Sunday, September 16, 2012
UCLA defense loses shutout, but pitches complete game
By Peter Yoon
PASADENA, Calif. -- After riding shotgun to the offense through the first two weeks of the season, the UCLA Bruins' defense took the lead role Saturday during a 37-6 victory over Houston.
And it came at just the right time, as UCLA's offense was out of synch for much of the game and needed a helping hand.
The Bruins held a high-octane Houston offense scoreless until a broken play late in the fourth quarter and had five interceptions against Cougars quarterback David Piland, who a week earlier had set an NCAA record for pass attempts without an interception.

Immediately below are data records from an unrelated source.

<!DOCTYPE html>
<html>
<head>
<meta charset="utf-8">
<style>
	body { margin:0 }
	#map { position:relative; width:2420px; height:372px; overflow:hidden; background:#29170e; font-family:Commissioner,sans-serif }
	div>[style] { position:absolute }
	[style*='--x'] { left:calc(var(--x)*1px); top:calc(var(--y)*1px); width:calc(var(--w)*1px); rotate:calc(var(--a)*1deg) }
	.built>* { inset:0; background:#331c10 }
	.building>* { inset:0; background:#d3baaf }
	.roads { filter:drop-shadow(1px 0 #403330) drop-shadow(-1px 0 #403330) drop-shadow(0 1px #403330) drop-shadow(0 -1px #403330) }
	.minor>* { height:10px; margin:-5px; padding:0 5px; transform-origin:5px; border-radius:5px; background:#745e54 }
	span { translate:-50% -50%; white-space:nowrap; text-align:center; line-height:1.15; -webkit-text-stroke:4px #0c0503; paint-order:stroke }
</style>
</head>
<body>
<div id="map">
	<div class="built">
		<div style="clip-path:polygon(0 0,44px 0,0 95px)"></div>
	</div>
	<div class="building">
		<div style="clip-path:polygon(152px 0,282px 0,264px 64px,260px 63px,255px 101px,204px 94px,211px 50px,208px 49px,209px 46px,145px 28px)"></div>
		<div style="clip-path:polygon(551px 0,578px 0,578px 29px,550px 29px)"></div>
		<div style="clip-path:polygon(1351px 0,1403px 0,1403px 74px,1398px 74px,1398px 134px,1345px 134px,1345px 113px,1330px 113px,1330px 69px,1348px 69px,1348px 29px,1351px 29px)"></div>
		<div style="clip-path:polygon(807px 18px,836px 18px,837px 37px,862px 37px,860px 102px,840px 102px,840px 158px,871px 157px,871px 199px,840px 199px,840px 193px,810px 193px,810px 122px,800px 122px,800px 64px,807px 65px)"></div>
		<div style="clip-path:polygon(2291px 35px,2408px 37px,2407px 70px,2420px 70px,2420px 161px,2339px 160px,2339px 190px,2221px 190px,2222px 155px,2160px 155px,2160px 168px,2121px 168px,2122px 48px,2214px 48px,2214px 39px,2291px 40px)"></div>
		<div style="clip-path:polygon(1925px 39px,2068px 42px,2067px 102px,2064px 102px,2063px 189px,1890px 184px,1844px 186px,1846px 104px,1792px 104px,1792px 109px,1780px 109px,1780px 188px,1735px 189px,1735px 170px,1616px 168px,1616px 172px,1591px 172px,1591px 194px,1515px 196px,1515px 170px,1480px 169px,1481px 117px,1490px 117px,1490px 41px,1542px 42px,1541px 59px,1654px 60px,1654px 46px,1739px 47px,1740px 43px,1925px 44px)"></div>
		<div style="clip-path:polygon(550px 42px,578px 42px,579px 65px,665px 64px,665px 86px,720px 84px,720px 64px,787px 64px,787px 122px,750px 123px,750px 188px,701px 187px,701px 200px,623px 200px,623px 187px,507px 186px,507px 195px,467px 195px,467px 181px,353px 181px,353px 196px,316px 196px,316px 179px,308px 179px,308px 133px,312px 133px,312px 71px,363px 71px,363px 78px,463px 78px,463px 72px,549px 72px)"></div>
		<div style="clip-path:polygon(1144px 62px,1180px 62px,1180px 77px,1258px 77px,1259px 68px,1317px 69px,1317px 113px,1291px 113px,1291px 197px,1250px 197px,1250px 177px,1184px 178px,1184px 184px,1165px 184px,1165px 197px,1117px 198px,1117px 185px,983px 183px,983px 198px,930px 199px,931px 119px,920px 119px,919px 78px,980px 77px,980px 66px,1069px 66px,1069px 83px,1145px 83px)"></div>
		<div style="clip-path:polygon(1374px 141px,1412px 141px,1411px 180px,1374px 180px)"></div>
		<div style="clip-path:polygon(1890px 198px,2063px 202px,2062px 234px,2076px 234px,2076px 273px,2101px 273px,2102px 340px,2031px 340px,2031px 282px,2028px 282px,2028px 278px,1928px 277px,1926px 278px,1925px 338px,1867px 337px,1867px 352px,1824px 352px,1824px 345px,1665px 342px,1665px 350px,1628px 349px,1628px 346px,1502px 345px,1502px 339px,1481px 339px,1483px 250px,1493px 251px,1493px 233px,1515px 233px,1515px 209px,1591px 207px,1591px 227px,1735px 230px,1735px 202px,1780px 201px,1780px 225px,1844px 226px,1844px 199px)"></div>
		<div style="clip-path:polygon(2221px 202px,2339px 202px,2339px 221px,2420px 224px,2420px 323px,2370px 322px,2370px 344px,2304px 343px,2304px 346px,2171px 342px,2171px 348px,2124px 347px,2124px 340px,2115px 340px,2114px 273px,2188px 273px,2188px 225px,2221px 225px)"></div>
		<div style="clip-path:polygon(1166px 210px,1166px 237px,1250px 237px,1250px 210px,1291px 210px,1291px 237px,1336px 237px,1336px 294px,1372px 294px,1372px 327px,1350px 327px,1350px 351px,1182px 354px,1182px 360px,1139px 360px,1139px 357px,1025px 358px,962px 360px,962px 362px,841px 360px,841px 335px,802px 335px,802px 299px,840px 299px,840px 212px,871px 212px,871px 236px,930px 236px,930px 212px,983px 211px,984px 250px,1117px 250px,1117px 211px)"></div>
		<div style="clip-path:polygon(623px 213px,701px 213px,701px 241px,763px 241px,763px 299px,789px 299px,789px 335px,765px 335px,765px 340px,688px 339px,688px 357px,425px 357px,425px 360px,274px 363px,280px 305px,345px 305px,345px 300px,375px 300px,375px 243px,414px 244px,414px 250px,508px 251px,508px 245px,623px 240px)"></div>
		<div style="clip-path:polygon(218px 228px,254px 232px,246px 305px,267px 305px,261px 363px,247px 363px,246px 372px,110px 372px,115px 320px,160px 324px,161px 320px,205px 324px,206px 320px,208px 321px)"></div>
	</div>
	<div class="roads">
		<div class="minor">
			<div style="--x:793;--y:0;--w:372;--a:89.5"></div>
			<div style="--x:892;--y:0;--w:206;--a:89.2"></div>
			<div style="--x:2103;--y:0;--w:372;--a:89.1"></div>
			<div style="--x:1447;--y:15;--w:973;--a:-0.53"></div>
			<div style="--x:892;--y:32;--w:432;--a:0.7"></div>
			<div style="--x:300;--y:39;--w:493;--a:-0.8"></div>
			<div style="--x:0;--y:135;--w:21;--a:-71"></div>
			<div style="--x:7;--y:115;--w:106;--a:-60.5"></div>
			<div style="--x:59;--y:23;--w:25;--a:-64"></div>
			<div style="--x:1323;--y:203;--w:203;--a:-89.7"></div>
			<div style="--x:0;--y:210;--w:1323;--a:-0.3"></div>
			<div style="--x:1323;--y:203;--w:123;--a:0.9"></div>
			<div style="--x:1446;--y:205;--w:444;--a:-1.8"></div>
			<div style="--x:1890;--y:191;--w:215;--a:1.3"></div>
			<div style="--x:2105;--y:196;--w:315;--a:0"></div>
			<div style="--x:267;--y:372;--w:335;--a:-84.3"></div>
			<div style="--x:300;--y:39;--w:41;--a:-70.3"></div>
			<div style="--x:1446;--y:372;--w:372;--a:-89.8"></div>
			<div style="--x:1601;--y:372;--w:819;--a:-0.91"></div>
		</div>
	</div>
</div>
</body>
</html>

Houston, which had nearly 700 yards in offense a week earlier, had only 388 against the Bruins. UCLA, which entered the game ranked No. 100 in the nation against the run, held Houston to -1 yards rushing in the first half Saturday, and one yard rushing through three quarters.
Piland broke an 86-yard touchdown run against a second-string UCLA defense with 4:54 to play, ending the shutout and bringing the Cougars' rushing total to 139 yards, but all in all it was an impressive defensive effort.

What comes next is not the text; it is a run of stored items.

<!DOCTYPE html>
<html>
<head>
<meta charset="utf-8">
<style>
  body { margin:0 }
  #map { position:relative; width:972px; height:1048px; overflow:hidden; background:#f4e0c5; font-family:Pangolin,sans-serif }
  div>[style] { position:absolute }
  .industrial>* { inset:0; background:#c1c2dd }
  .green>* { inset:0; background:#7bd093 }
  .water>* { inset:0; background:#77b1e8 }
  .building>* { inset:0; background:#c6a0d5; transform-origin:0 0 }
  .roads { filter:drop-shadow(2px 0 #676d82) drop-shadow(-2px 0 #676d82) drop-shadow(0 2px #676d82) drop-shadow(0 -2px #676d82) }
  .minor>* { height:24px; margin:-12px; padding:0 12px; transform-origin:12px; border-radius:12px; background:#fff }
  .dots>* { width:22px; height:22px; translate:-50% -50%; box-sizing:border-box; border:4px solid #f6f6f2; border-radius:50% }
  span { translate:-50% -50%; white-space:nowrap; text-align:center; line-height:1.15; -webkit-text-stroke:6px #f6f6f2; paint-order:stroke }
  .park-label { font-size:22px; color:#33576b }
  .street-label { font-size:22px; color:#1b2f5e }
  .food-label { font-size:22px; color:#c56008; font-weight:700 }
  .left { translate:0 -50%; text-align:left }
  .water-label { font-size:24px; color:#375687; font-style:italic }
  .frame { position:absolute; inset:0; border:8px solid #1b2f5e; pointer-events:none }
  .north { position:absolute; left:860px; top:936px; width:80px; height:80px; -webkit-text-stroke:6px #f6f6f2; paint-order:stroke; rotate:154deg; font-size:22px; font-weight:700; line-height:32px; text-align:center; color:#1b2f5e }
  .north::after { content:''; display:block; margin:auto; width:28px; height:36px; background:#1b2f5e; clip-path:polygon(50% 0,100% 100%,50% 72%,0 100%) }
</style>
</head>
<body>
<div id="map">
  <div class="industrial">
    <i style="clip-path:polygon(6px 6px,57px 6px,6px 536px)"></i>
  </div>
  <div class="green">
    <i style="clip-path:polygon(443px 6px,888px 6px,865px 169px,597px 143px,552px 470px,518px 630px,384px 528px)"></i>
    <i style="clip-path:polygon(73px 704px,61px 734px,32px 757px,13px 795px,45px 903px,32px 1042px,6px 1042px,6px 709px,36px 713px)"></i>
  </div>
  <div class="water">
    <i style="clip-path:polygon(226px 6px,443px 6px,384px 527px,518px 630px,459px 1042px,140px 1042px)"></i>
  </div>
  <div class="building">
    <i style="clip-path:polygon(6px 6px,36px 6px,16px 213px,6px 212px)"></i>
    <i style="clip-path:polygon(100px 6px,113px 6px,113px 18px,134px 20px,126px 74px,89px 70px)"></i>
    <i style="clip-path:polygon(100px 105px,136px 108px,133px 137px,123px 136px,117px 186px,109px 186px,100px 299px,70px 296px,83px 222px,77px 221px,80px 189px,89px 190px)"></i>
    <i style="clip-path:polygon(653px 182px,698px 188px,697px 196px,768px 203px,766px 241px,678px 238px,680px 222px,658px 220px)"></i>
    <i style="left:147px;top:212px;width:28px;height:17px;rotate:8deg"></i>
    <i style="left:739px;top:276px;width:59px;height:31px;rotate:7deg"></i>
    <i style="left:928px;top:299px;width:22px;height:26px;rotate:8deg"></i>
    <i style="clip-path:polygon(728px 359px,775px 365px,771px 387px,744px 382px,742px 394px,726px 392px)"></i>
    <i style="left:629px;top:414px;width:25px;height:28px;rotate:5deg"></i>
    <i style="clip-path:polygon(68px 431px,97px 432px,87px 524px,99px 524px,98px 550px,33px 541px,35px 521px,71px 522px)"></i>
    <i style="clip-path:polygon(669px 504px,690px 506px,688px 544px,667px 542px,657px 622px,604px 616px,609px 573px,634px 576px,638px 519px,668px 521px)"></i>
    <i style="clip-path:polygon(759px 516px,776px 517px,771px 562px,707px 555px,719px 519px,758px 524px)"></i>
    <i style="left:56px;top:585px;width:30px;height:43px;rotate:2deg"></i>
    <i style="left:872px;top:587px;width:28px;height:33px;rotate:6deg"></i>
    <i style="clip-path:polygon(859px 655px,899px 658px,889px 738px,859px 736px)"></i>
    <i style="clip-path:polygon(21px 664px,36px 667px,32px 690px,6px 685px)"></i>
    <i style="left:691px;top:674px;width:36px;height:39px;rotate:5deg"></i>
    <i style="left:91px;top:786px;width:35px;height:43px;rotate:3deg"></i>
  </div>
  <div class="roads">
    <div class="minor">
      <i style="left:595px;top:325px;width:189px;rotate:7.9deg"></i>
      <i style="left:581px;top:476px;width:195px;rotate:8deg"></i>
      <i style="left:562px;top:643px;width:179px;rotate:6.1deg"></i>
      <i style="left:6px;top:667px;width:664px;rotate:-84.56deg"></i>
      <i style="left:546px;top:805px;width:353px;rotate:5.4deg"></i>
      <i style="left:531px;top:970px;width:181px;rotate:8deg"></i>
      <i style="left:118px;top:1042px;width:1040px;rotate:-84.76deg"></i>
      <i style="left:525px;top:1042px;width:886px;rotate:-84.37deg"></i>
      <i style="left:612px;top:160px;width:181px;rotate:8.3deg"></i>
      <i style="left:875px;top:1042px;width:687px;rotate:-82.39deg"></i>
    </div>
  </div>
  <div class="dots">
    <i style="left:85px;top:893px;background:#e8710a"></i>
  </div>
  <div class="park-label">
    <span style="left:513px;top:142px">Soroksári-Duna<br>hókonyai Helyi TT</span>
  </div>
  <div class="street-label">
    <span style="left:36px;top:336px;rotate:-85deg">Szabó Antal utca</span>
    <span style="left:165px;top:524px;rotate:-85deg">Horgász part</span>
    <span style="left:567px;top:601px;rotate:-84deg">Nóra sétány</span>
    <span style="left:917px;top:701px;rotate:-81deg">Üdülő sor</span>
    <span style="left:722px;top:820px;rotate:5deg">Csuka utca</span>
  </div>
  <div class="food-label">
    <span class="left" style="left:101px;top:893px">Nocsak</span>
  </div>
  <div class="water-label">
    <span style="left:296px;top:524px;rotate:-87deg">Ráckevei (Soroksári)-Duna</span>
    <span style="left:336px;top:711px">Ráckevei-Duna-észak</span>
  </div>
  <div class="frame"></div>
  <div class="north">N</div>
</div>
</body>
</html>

"We played outstanding defense tonight," coach Jim Mora said. "Except for one play, we played as good as I’ve seen a team play defense. We got after the passer, we covered well, we tackled well, we stopped the run, we did a lot of good things defensively. We had six takeaways, so that was pretty good."

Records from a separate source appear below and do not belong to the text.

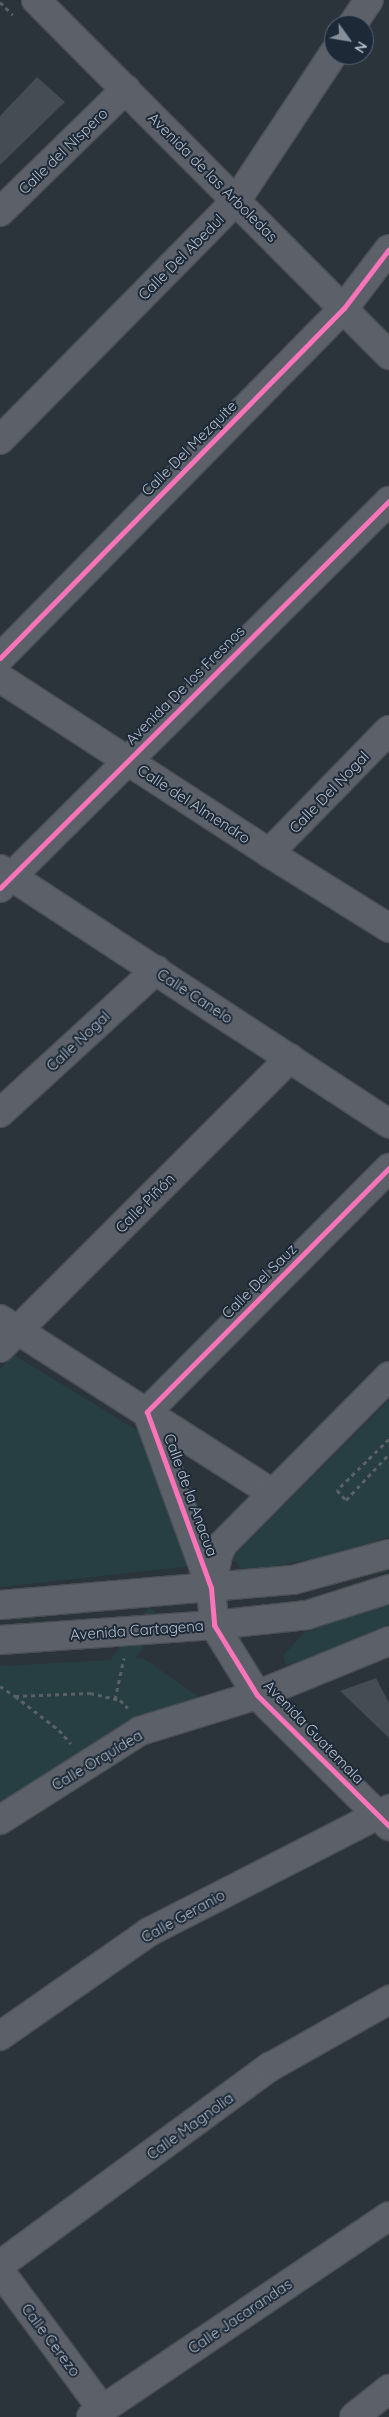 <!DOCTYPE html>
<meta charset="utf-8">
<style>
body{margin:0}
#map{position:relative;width:389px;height:2417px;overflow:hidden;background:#2b333b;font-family:Quicksand,sans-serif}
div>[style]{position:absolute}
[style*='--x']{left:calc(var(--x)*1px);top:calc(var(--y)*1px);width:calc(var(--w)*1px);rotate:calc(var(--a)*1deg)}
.green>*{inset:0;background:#273f42;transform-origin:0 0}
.building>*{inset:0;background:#454c53}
.path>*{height:3px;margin-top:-1.5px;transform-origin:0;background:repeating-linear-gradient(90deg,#596066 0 4px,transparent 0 8px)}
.roads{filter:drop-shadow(1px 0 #4a4f55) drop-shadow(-1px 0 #4a4f55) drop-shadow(0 1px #4a4f55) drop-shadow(0 -1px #4a4f55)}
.minor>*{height:28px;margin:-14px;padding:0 14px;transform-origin:14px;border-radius:14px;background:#5c6169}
.cycleway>*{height:5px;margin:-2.5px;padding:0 2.5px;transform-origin:2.5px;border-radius:2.5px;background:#fb73b8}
span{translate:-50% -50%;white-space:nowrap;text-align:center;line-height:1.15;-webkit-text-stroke:4px #1d2937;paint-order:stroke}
.street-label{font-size:15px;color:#b6bfcc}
.north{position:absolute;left:324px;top:15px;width:50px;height:50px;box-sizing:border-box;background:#1d2937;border:1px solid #5a6573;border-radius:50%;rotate:122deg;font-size:14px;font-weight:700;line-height:20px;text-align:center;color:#b6bfcc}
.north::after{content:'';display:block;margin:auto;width:18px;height:22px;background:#858e99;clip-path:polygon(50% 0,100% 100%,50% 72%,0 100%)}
</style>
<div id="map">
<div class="green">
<div style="clip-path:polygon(14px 1355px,145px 1435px,192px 1566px,0 1587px,0 1369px)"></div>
<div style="clip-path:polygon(389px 1400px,389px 1537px,323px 1557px,243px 1572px,232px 1557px)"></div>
<div style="clip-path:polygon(389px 1602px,389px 1630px,336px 1652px,286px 1665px,283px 1656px,303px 1633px)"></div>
<div style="left:149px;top:1607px;width:19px;height:150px;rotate:36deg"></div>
<div style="clip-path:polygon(143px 1658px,199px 1697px,136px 1720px,0 1808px,0 1666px)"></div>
</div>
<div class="building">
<div style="clip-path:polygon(37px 77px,65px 102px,0 165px,0 116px)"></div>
<div style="clip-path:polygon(376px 1678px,389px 1703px,389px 1738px,340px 1691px)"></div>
</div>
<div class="path">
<div style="--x:0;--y:2;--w:18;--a:45"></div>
<div style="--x:389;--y:1439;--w:73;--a:135.6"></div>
<div style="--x:337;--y:1490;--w:13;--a:48"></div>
<div style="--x:346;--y:1500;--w:63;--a:-46.9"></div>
<div style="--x:0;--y:1686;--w:18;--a:34"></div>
<div style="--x:15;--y:1696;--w:75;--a:-2.3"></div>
<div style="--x:90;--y:1693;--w:31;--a:13"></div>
<div style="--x:120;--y:1700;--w:11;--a:45"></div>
<div style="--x:15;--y:1696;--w:56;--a:37.7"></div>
<div style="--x:59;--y:1730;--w:18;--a:49"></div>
<div style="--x:115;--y:1699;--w:42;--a:-77.6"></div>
</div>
<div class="roads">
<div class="minor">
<div style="--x:36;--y:0;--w:501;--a:45.16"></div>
<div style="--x:352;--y:25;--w:30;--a:-56"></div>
<div style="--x:0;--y:212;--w:176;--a:-44.3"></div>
<div style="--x:0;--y:440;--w:336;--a:-45.4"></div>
<div style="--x:236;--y:201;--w:178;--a:-56.5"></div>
<div style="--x:0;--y:658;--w:491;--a:-45.5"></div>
<div style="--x:344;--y:308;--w:74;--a:-52.7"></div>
<div style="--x:0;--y:678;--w:321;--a:33"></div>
<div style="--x:269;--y:853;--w:142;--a:32"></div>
<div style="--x:269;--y:853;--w:172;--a:-45.7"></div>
<div style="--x:0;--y:869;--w:465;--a:33.2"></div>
<div style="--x:0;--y:888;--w:549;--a:-44.85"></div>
<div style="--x:0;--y:1113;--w:212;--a:-42.5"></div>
<div style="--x:389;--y:1168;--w:344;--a:134.8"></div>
<div style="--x:147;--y:1412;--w:187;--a:70"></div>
<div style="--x:211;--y:1588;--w:37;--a:85"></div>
<div style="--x:214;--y:1625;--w:82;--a:58.4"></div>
<div style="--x:257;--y:1695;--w:186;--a:44.8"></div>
<div style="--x:0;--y:1319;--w:323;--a:32.6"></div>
<div style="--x:0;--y:1348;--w:410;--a:-45"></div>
<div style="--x:211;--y:1588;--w:34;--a:-78"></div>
<div style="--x:218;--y:1555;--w:12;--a:-66"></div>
<div style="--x:223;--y:1544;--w:236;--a:-45.3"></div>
<div style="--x:0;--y:1605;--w:294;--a:-4.9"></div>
<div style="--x:293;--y:1580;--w:99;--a:-15.2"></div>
<div style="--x:0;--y:1640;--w:215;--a:-4"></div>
<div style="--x:214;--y:1625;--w:94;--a:-6.1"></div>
<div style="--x:307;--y:1615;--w:86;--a:-17.6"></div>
<div style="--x:0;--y:1820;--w:166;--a:-32.4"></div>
<div style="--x:140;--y:1731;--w:122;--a:-17.1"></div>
<div style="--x:257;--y:1695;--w:143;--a:-22.2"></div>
<div style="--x:0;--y:2036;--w:182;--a:-34.9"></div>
<div style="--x:149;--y:1932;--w:270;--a:-27.1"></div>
<div style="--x:0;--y:2265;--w:335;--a:-36.3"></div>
<div style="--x:270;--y:2067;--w:137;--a:-29.4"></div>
<div style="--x:0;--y:2271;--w:172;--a:53.5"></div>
<div style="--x:91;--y:2417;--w:359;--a:-34"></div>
<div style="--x:354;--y:2417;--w:45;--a:-38.7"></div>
</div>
</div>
<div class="cycleway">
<div style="--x:0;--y:658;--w:491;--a:-45.5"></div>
<div style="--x:344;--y:308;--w:74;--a:-52.7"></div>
<div style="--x:0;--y:888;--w:549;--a:-44.85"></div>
<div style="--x:389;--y:1168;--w:344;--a:134.8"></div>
<div style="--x:147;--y:1412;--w:187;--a:70"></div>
<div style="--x:211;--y:1588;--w:37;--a:85"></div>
<div style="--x:214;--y:1625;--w:82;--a:58.4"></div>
<div style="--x:257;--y:1695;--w:186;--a:44.8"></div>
</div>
<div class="street-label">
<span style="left:63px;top:151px;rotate:-44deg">Calle del Níspero</span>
<span style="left:213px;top:177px;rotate:45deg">Avenida de las Arboledas</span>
<span style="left:181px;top:257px;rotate:-45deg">Calle Del Abedul</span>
<span style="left:189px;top:448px;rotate:-45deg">Calle Del Mezquite</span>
<span style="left:185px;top:685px;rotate:-45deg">Avenida De los Fresnos</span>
<span style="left:329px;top:792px;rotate:-46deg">Calle Del Nogal</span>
<span style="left:194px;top:804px;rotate:33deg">Calle del Almendro</span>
<span style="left:195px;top:996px;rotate:33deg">Calle Canelo</span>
<span style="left:78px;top:1041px;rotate:-43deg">Calle Nogal</span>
<span style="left:145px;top:1203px;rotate:-45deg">Calle Piñón</span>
<span style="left:259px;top:1281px;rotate:-45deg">Calle Del Sauz</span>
<span style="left:191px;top:1495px;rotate:70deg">Calle de la Anacua</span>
<span style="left:137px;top:1630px;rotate:-4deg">Avenida Cartagena</span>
<span style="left:314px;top:1732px;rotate:46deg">Avenida Guatemala</span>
<span style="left:97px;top:1760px;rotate:-31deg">Calle Orquídea</span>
<span style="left:183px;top:1916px;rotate:-29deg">Calle Geranio</span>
<span style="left:190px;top:2126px;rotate:-36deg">Calle Magnolia</span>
<span style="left:240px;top:2316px;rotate:-34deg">Calle Jacarandas</span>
<span style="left:51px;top:2340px;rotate:53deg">Calle Cerezo</span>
</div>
<div class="north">N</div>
</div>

The Bruins had gotten off to slow starts defensively in each of their first two games. They allowed 24 first-half points to Rice and Nebraska before making adjustments and shutting out Rice in the second half and holding Nebraska to two second-half field goals.
Saturday against Houston, the mindset was to start fast on defense. Linebacker Eric Kendricks obliged by scooping up a fumble on the second play of the game and running it 23 yards for a touchdown.
"We challenged them to play a complete game and as you could see on the field tonight, they played a complete game," defensive coordinator Lou Spanos said. "We still have to finish strong at the end of the game, but the players responded to the challenge and we’re making strides."
Turnovers keyed the breakout defensive game. Cornerback Sheldon Price tied a school record with three interceptions and the Bruins forced six turnovers for the game. Houston had only four turnovers in its first two games.
Mora said the Bruins used a man-to-man coverage scheme after playing mostly zone in the first two games and that seemed to cause problems for Houston, but the biggest difference, according to linebacker Jordan Zumwalt, was the mindset of the team from the opening kick.
"It was time for the defense to step up," Zumwalt said.
The Bruins' defense dominated the time-of-possession battle, 41:14-18:46, keeping the high-powered Houston offense off the field by limiting the Cougars to six of 20 third downs (30 percent). The Bruins had six tackles for a loss, including three by Datone Jones.
"The guys did a nice job on third downs," Spanos said. "The most important thing for a defense is getting the ball to our offense. Our guys know what our goals are and our objectives are and they responded well."
The only blemish on the day for the defense was Piland's 86-yard run at the end that spoiled the shutout.